* WHAT THE EXERCISE ASKS:
Retype the whole listing below, character for character.

* SOURCE MATERIAL:
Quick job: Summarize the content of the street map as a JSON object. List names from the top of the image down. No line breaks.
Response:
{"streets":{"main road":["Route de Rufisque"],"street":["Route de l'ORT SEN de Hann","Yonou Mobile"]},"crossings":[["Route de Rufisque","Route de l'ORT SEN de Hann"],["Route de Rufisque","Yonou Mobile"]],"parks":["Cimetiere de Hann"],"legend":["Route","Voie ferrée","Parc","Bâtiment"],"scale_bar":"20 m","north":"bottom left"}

* REPLY:
Quick job: Summarize the content of the street map as a JSON object. List names from the top of the image down. No line breaks.
Response:
{"streets":{"main road":["Route de Rufisque"],"street":["Route de l'ORT SEN de Hann","Yonou Mobile"]},"crossings":[["Route de Rufisque","Route de l'ORT SEN de Hann"],["Route de Rufisque","Yonou Mobile"]],"parks":["Cimetiere de Hann"],"legend":["Route","Voie ferrée","Parc","Bâtiment"],"scale_bar":"20 m","north":"bottom left"}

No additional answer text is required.